While the competitive UK market remains challenging for André Jacquart, it’s easy to see the appeal of Marie’s wines, especially for those who are looking for something a little different.
The real star of Marie’s current portfolio is her 2009 Grand Cru, Blanc de Blancs (Millesime) from Mesnil, which I was lucky enough to taste ahead of its formal release this summer. It has an incredibly pronounced nose of almond and marzipan, yet retains a wonderful freshness and fruitiness on the palate. Her non-vintage Grand Cru, Blanc de Blancs (Brut Nature) from Mesnil is equally pronounced in aroma, but with scents of baked apple and toast, with an incredible, shining, dry acidity on the palate that would allow this wine to pair well with a wide range of dishes. Both of these wines show as unique, carefully crafted products, with their own individual styles.
Marie’s entry-level non-vintage Premier Cru, Blanc de Blancs (Brut) from Vertus is also worth a try. Equally vivacious, fresh, and succulent, it makes for a great starting place for those new to André Jacquart. It has fresh green apples on the nose, along with toasty and floral notes, with fine soft bubbles on the palate and an additional hint of baked apple. As Marie says, the first glass of champagne from an entry-level product is one’s calling card, so quality is extremely important.

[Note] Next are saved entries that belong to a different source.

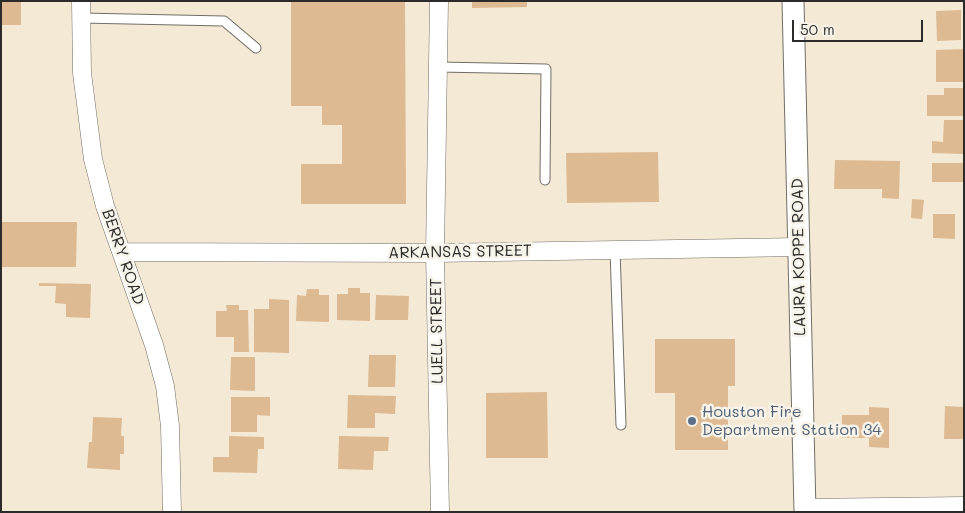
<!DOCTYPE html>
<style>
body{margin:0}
#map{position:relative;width:965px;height:513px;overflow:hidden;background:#f4e9d4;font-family:Mali,sans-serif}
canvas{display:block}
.frame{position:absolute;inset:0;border:2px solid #2b2b2b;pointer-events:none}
.scale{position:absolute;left:792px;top:20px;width:131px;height:22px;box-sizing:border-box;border:2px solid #2b2b2b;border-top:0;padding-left:6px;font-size:15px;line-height:18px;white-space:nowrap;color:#2b2b2b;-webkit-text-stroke:4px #f7f3e8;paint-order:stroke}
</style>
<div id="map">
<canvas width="965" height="513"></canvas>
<div class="frame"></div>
<div class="scale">50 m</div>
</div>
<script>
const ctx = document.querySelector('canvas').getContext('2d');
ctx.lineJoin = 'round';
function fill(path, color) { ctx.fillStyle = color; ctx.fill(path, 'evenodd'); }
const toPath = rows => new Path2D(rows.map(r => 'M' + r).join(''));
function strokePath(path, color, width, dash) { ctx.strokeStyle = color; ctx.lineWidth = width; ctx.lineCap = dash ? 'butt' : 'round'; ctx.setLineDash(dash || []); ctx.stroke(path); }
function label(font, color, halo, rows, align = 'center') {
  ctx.font = font + ' Mali,sans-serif'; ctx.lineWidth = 5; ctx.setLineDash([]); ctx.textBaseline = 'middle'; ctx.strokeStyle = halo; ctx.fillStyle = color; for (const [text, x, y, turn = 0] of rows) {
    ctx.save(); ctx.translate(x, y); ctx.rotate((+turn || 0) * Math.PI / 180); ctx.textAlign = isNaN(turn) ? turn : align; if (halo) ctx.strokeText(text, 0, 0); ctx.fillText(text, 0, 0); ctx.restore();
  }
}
fill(toPath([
 [1,1,21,1,21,25,1,25],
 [291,1,405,1,406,204,301,204,301,164,342,164,342,125,322,125,322,106,291,106],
 [472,1,527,1,527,7,472,8],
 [961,10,961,40,937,41,936,11],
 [964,49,964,82,936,82,936,50],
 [944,88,963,88,963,116,927,116,927,95,944,95],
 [944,120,964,120,964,154,932,153,932,141,943,142],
 [658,152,659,202,567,203,566,153],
 [835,160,900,161,899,199,882,198,882,189,834,189],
 [932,163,964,163,964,182,932,182],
 [912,199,924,200,922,219,911,218],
 [933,214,955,214,955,239,933,238],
 [1,222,77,222,76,267,1,267],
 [39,283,91,284,90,318,66,317,66,304,55,303,56,286,39,286],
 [348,288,360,288,360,293,370,293,370,321,337,320,337,294,348,294],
 [307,289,319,289,319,295,329,295,329,322,296,321,297,295,306,296],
 [376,295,409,296,408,320,375,320],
 [269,299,289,300,289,353,254,352,254,309,269,309],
 [226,305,239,305,239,310,248,310,249,352,234,352,234,337,216,337,216,311,227,311],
 [655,339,735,339,735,386,728,386,728,450,675,450,675,393,655,393],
 [369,355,396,355,395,387,368,387],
 [231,357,255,357,255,391,230,390],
 [547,392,548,458,486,458,486,393],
 [348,395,396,396,395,414,375,413,375,428,347,428],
 [231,397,270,397,270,416,257,415,257,432,231,432],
 [945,406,964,407,964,439,944,439],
 [869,407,889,408,889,448,869,447,869,438,842,438,842,415,869,415],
 [93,417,122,418,121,436,124,436,124,454,120,454,120,470,87,468,89,442,92,442],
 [229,436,264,437,264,449,258,449,257,473,213,472,213,457,229,457],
 [339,436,389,437,388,451,374,451,373,470,338,469]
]), '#ddba92');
const service = toPath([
 [81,18,224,21,256,48],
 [438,67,546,69,545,180],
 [615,250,621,425]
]);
const minor = toPath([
 [81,1,82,73,93,159,105,206,154,345,165,386,170,426,172,512],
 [439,1,435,253,440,512],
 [122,252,435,253,799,247],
 [804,508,964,506]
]);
const tertiary = toPath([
 [793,1,805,512]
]);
strokePath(service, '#716e66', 11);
strokePath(minor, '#716e66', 19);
strokePath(tertiary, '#716e66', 23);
strokePath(service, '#fff', 9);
strokePath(minor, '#fff', 18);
strokePath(tertiary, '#fff', 21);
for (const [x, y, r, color] of [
 [692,421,5,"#5c6f8a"]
]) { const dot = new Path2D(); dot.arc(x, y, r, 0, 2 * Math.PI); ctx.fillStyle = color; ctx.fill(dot); strokePath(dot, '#f7f3e8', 2); }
label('16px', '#2b2b2b', '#f7f3e8', [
 ["ARKANSAS STREET",460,252,-1],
 ["BERRY ROAD",123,257,71],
 ["LAURA KOPPE ROAD",799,257,-91],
 ["LUELL STREET",437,331,-91]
]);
label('16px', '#4e5e75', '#f7f3e8', [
 ["Houston Fire",702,412],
 ["Department Station 34",702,430]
], 'left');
</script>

Ten years on from the release of her first vintage, Marie is just starting to see other friends and champagne-makers carry out similar changes to their house styles, which she attributes to a change in consumers. Customers have moved from ‘label-drinkers’ to more independent-minded drinkers, and social media has played a big role as well, offering increased communication and exchange about wine. Marie’s openness to discovery and change, and her relatively young age, have allowed her to be ahead of this curve and to potentially be one of the first on the market to offer truly unique champagne that is in keeping with the times.
As for the future of André Jacquart, Marie assures me that they are always learning, and looking for continued opportunities for change. For example, moving towards biodynamic practises and learning to work with the difficult conditions that climate change continues to bring to the region, year-on-year.
Whatever the next ten years may bring for André Jacquart, I feel confident that Marie’s champagne will remain ‘one to watch’ as she continues to embrace innovation with a big grin and the confidence that change is good.